• Exercise description: Go through the data and copy each line where the word "lists" shows up.

Saved entries:

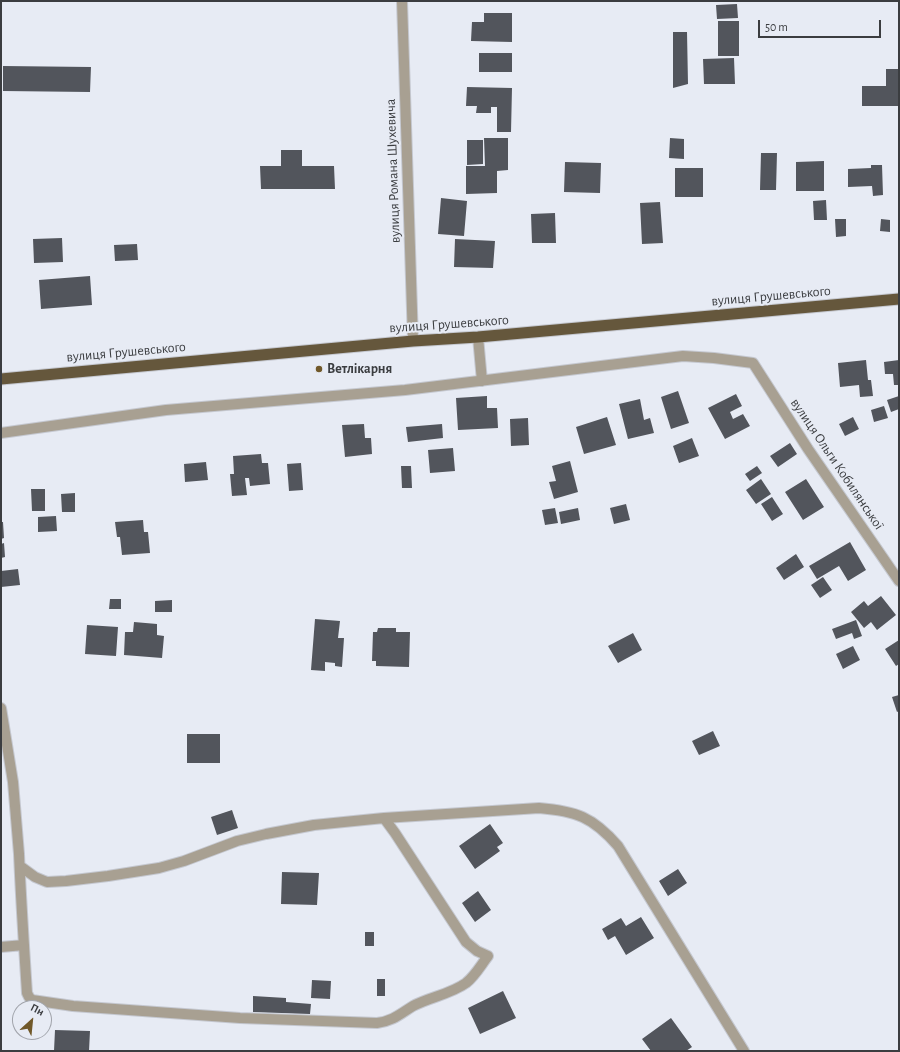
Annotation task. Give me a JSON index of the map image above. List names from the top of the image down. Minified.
{"streets":{"highway":["вулиця Грушевського"],"street":["вулиця Романа Шухевича","вулиця Ольги Кобилянської"]},"crossings":[["вулиця Романа Шухевича","вулиця Грушевського"]],"places":["Ветлікарня"],"scale_bar":"50 m","north":"top right"}
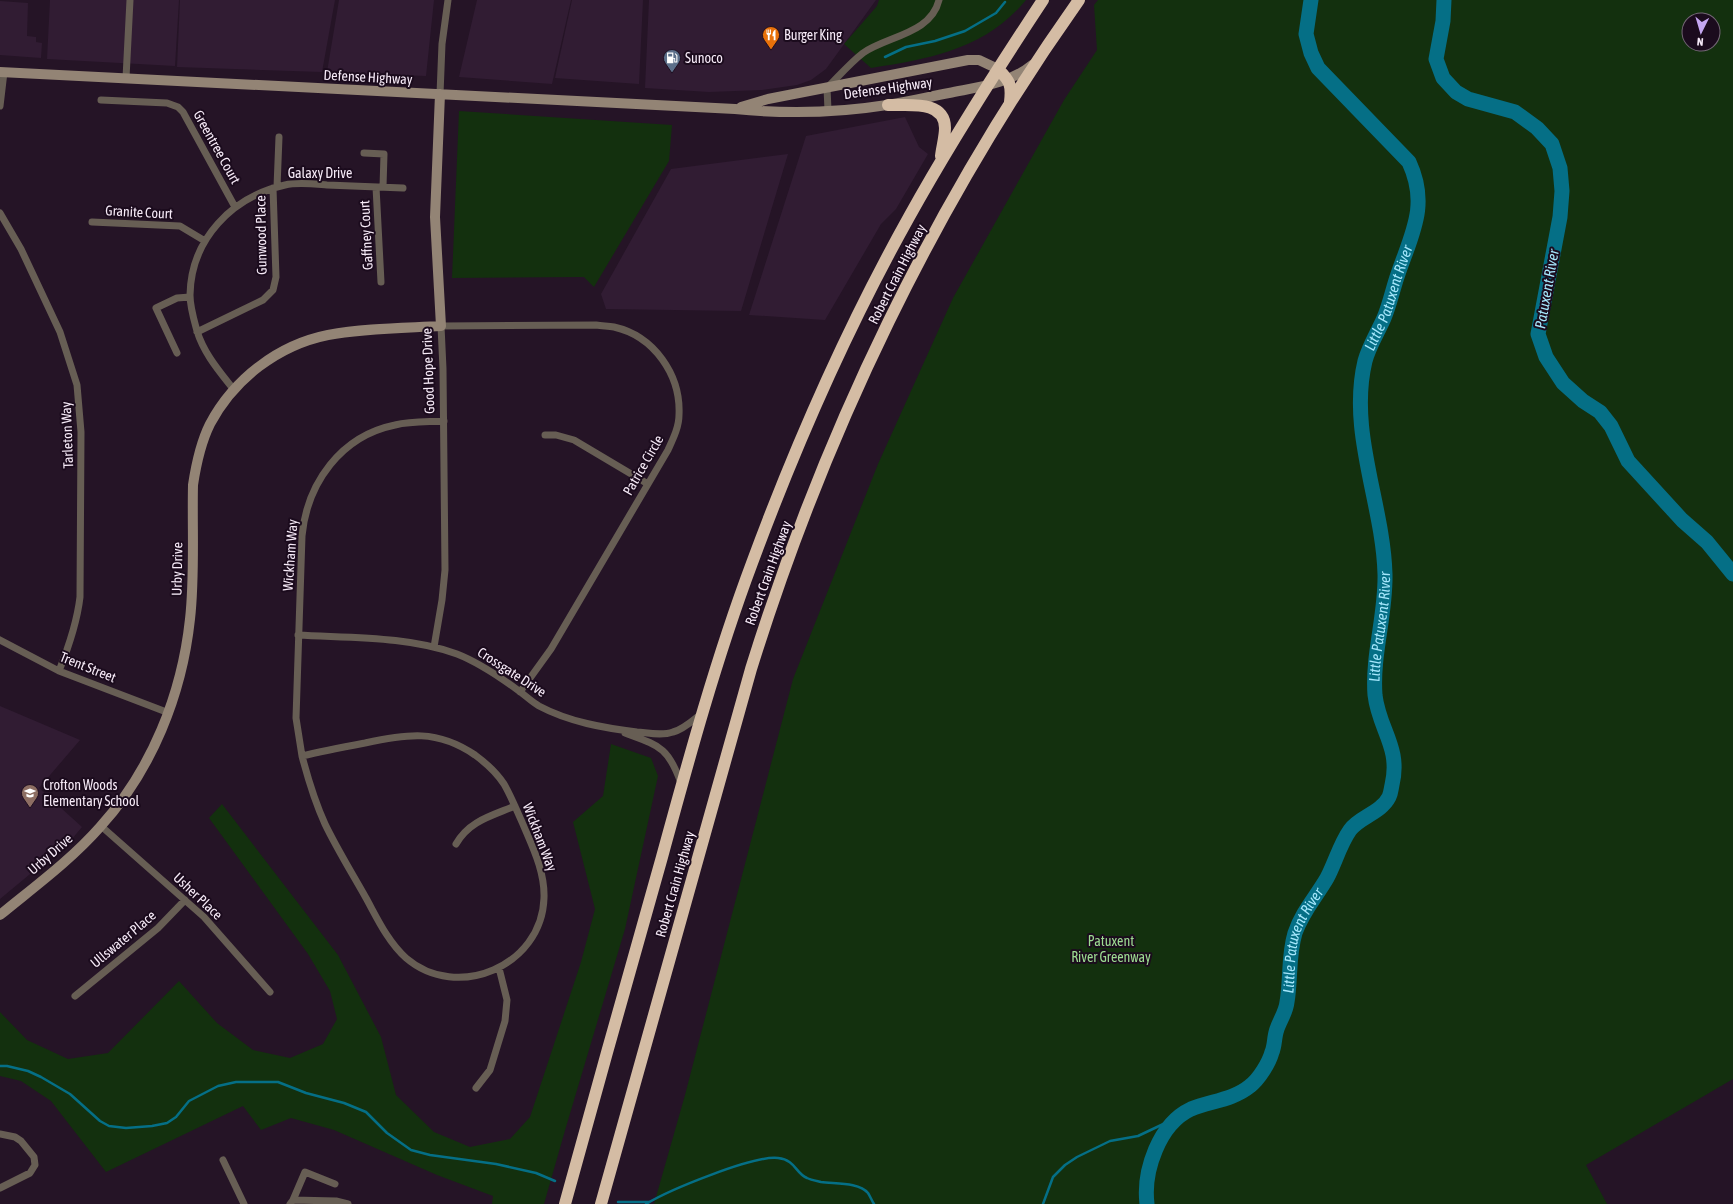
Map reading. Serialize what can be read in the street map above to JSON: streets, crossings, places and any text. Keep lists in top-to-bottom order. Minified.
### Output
{"streets":{"highway":["Robert Crain Highway"],"main road":["Defense Highway","Good Hope Drive","Urby Drive"],"street":["Greentree Court","Galaxy Drive","Granite Court","Gunwood Place","Gaffney Court","Tarleton Way","Patrice Circle","Wickham Way","Trent Street","Crossgate Drive","Usher Place","Ullswater Place"]},"crossings":[["Defense Highway","Robert Crain Highway"],["Defense Highway","Good Hope Drive"],["Greentree Court","Galaxy Drive"],["Galaxy Drive","Granite Court"],["Galaxy Drive","Gunwood Place"],["Galaxy Drive","Gaffney Court"],["Galaxy Drive","Urby Drive"],["Robert Crain Highway","Crossgate Drive"],["Good Hope Drive","Patrice Circle"],["Good Hope Drive","Wickham Way"],["Good Hope Drive","Urby Drive"],["Good Hope Drive","Crossgate Drive"],["Tarleton Way","Trent Street"],["Patrice Circle","Urby Drive"],["Patrice Circle","Crossgate Drive"],["Wickham Way","Crossgate Drive"],["Urby Drive","Trent Street"],["Urby Drive","Usher Place"],["Usher Place","Ullswater Place"]],"water":["Patuxent River","Little Patuxent River"],"parks":["Patuxent River Greenway"],"places":{"restaurant":["Burger King"],"fuel station":["Sunoco"],"school or university":["Crofton Woods Elementary School"]},"north":"bottom"}
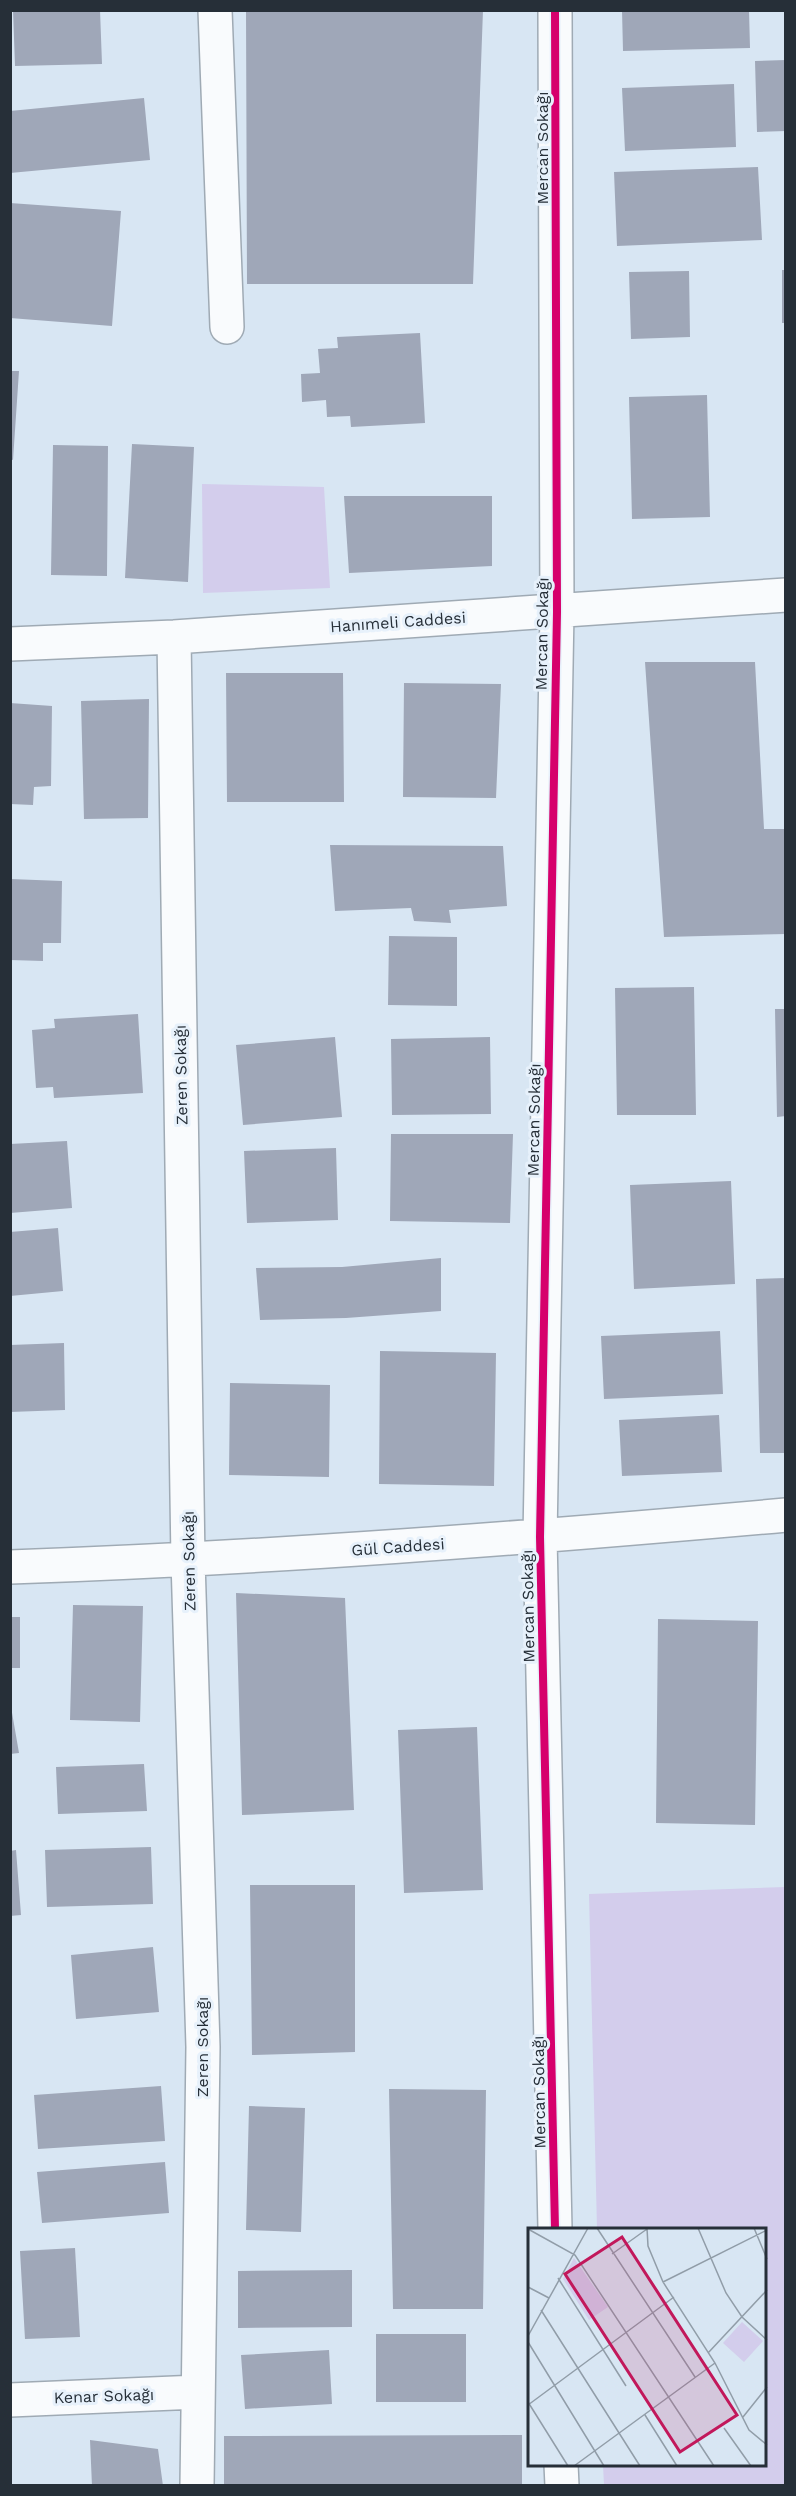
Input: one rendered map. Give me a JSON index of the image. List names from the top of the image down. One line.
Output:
{"streets":{"street":["Mercan Sokağı","Hanımeli Caddesi","Zeren Sokağı","Gül Caddesi","Kenar Sokağı"]},"crossings":[["Mercan Sokağı","Hanımeli Caddesi"],["Mercan Sokağı","Gül Caddesi"],["Hanımeli Caddesi","Zeren Sokağı"],["Zeren Sokağı","Gül Caddesi"],["Zeren Sokağı","Kenar Sokağı"]]}
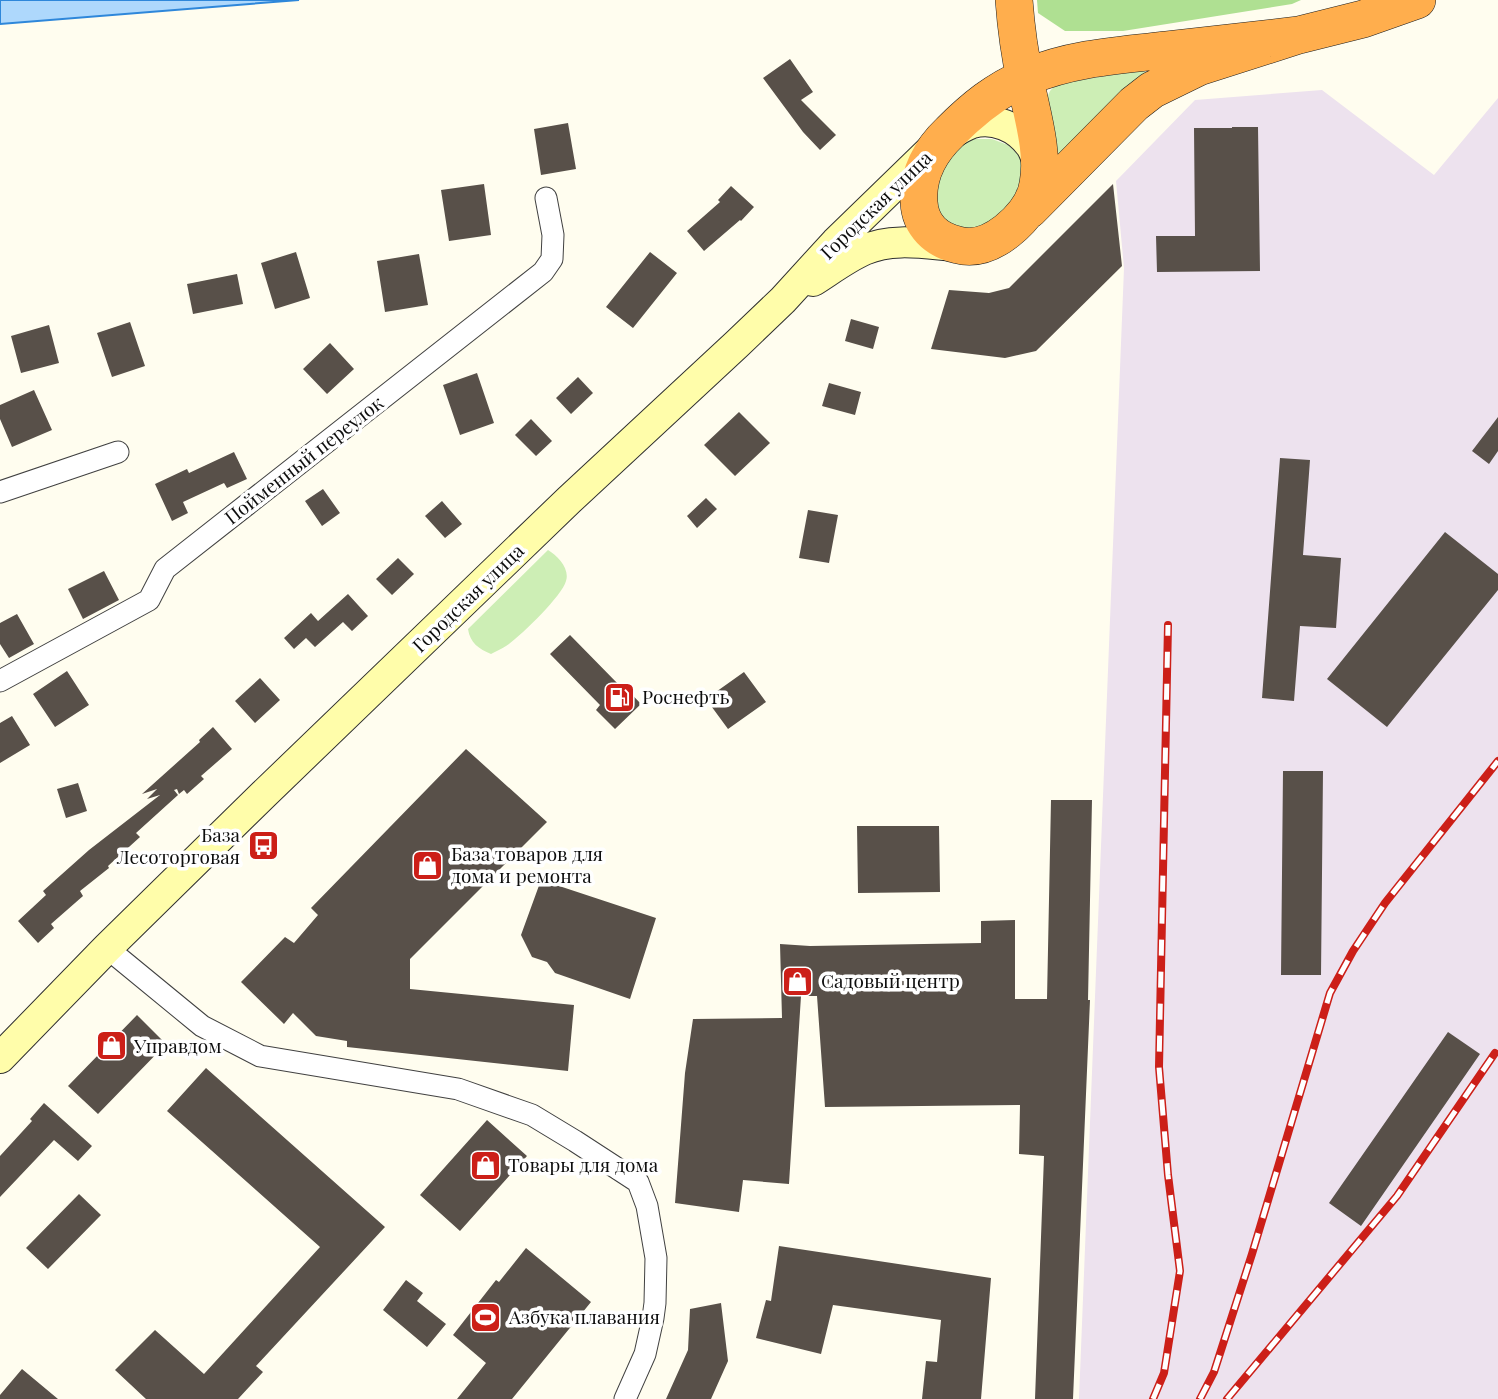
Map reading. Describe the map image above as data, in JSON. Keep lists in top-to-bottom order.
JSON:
{
  "streets": {
    "main road": ["Городская улица"],
    "street": ["Пойменный переулок"]
  },
  "places": {
    "fuel station": ["Роснефть"],
    "bus stop": ["База Лесоторговая"],
    "shop": [
      "База товаров для дома и ремонта",
      "Садовый центр",
      "Управдом",
      "Товары для дома"
    ],
    "sports": ["Азбука плавания"]
  }
}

• Exercise response:
Map reading. Serialize what can be read in the street map above to JSON: streets, crossings, places and any text. Keep lists in top-to-bottom order. Minified.
Map reading. Describe the map image above as data, in JSON. Keep lists in top-to-bottom order.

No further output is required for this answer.